Court Opinion

ID: 6082121
Source: CourtListenerOpinion
Date Created: 2022-01-13 18:55:09.47341+00
Date Added: 2024-06-11T08:53:14.582817
License: Public Domain

Crew III, J.
Appeal from a judgment of the Supreme Court (Canfield, J.), entered December 19, 2000 in Rensselaer County, which, inter alia, granted defendants’ motions for summary judgment dismissing the complaint.
Defendant Emma Willard School is a private residential and day school for girls located in the City of Troy, Rensselaer County, bordering on Kinloch Park, which is owned and *606maintained by defendant City of Troy. The park is a small, unsupervised neighborhood park containing some playground equipment, a basketball court and an area for softball. Sometime in 1950, Emma Willard erected a fence along its border with Kinloch Park in order to prevent trespassers from coming onto its campus. The fence was well within Emma Willard’s property, which left a portion of its property outside the fence line that the City occupied for park purposes.

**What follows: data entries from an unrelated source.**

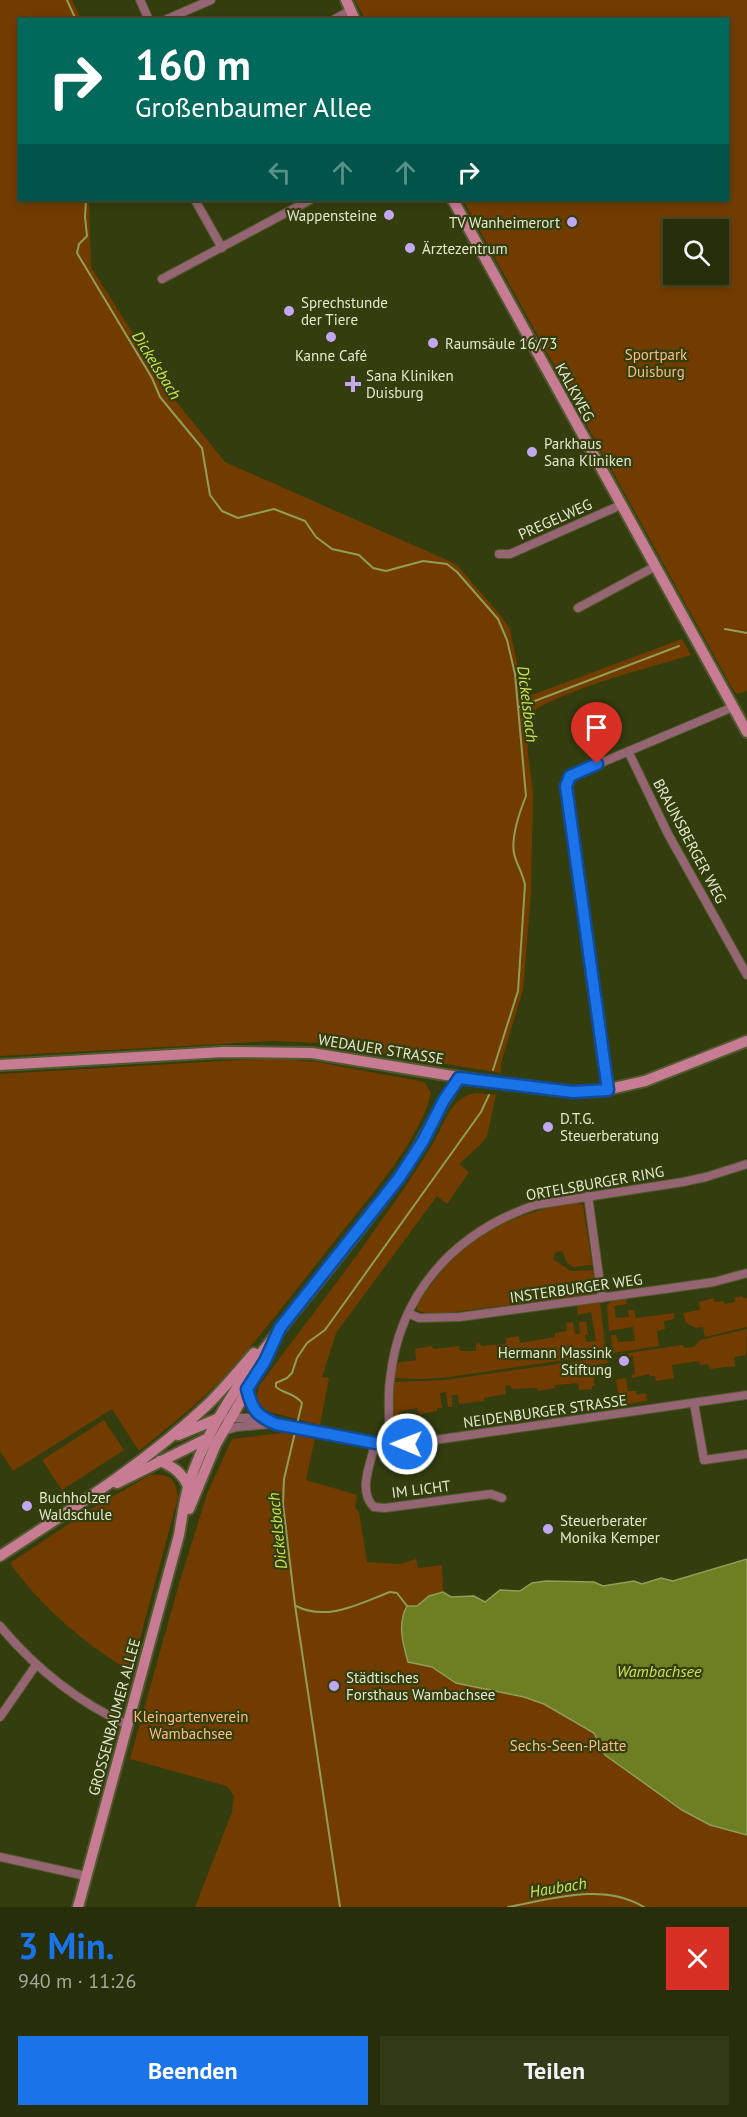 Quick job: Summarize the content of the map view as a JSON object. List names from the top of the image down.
{
  "streets": {
    "main road": ["KALKWEG", "WEDAUER STRASSE", "GROSSENBAUMER ALLEE"],
    "street": [
      "PREGELWEG",
      "BRAUNSBERGER WEG",
      "ORTELSBURGER RING",
      "INSTERBURGER WEG",
      "NEIDENBURGER STRASSE",
      "IM LICHT"
    ]
  },
  "crossings": [
    ["KALKWEG", "PREGELWEG"],
    ["WEDAUER STRASSE", "GROSSENBAUMER ALLEE"],
    ["ORTELSBURGER RING", "INSTERBURGER WEG"],
    ["ORTELSBURGER RING", "NEIDENBURGER STRASSE"],
    ["NEIDENBURGER STRASSE", "IM LICHT"],
    ["NEIDENBURGER STRASSE", "GROSSENBAUMER ALLEE"]
  ],
  "water": ["Dickelsbach", "Wambachsee", "Haubach"],
  "parks": ["Sportpark Duisburg", "Kleingartenverein Wambachsee", "Sechs-Seen-Platte"],
  "places": {
    "other": [
      "Wappensteine",
      "TV Wanheimerort",
      "Ärztezentrum",
      "Sprechstunde der Tiere",
      "Kanne Café",
      "Raumsäule 16/73",
      "Parkhaus Sana Kliniken",
      "D.T.G. Steuerberatung",
      "Hermann Massink Stiftung",
      "Buchholzer Waldschule",
      "Steuerberater Monika Kemper",
      "Städtisches Forsthaus Wambachsee"
    ],
    "health": ["Sana Kliniken Duisburg"]
  },
  "page": {
    "turn": ["160 m", "Großenbaumer Allee"],
    "heading": ["3 Min.", "940 m · 11:26"],
    "buttons": ["Beenden", "Teilen"]
  }
} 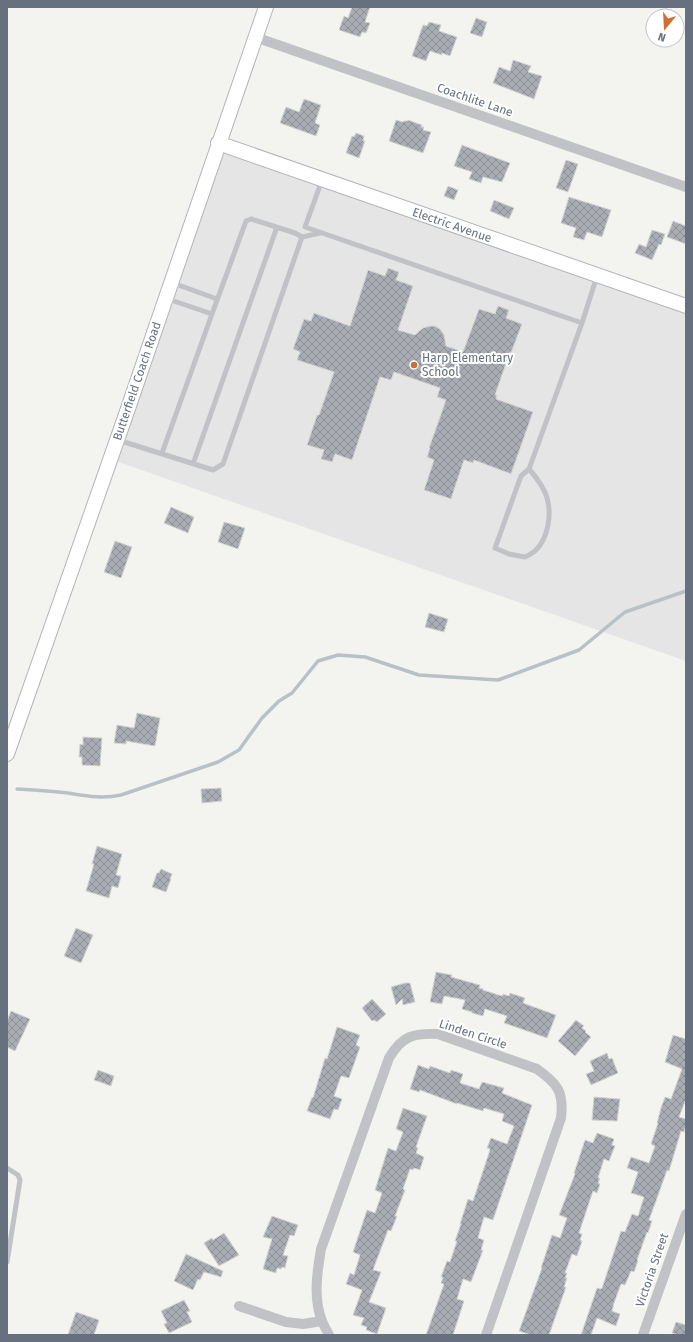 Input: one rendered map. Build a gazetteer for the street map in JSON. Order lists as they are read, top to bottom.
{
  "streets": {
    "main road": ["Electric Avenue", "Butterfield Coach Road"],
    "street": ["Coachlite Lane", "Linden Circle", "Victoria Street"]
  },
  "crossings": [
    ["Coachlite Lane", "Butterfield Coach Road"],
    ["Electric Avenue", "Butterfield Coach Road"]
  ],
  "places": ["Harp Elementary School"],
  "north": "bottom"
}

Plaintiff Joseph White resides near Emma Willard and the park. On October 18, 1997, White rode his mountain bike across the Emma Willard campus to the chain link fence separating the campus from Kinloch Park and through an opening in the fence, which had been created by vandals, into Kinloch Park. As White passed through the fence line, his bike struck some fencing material lying on the ground near the hole in the fence. White was thrown from the bike, as the result of which he suffered a spinal cord injury rendering him a quadriplegic.

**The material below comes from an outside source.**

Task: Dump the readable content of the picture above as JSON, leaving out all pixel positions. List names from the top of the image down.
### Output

White and his parents thereafter commenced this action for the injury sustained. Following joinder of issue and discovery, the City and Emma Willard moved for summary judgment dismissing the complaint. Plaintiffs, in turn, cross-moved for an order striking defendants’ defenses. Supreme Court denied plaintiffs’ cross motion and granted defendants’ motions finding, inter alia, that they were immune from liability pursuant to the provisions of General Obligations Law § 9-103. Plaintiffs now appeal and we affirm.
General Obligations Law § 9-103 provides that owners, lessees and occupiers of land are shielded from liability for injuries resulting from ordinary negligence when such injuries occur from use of the property for any of the 18 enumerated recreational activities, including bicycling. Here, the record makes clear that the subject property was well suited for the recreation in question and, further, that White was engaged in an enumerated recreational activity at the time of his accident, thereby shielding the owner (Emma Willard) and the occupant of the land (the City) from liability for the injury sustained (see, e.g., Perrott v City of Troy, 261 AD2d 29, 30-31), absent some circumstances excepting the statute’s applicability.
In this regard, plaintiffs offer a two-prong argument as to why Supreme Court erred in finding that defendants were shielded from liability under General Obligations Law § 9-103. First, as to Emma Willard, plaintiffs assert that the school actively sought to prevent the general public from using its property for recreational purposes, thereby depriving it of the *607protection otherwise afforded by the statute. We cannot agree. It is now well settled that General Obligations Law § 9-103 applies to landowners who open their land to recreationalists, as well as to those who attempt to prevent members of the public from using their lands (see, Bragg v Genesee County Agric. Socy., 84 NY2d 544, 551). Accordingly, Emma Willard’s efforts to discourage recreational use of its property do not afford plaintiffs a basis for relief.
As to the City, plaintiffs argue that Kinloch Park was a “supervised” park, thus taking the property outside the purview of General Obligations Law § 9-103. Again, we cannot agree. The uncontroverted record evidence establishes that Kinloch Park is a wholly unsupervised park and, as such, the City indeed is entitled to the protection afforded by the statute (see, Stento v State of New York, 245 AD2d 771, 773, lv denied 92 NY2d 802; see also, Sega v State of New York, 60 NY2d 183). We have considered plaintiffs’ remaining contentions and find them to be equally without merit.
Mercure, J.P., Carpinello, Mugglin and Rose, JJ., concur. Ordered that the judgment is affirmed, without costs.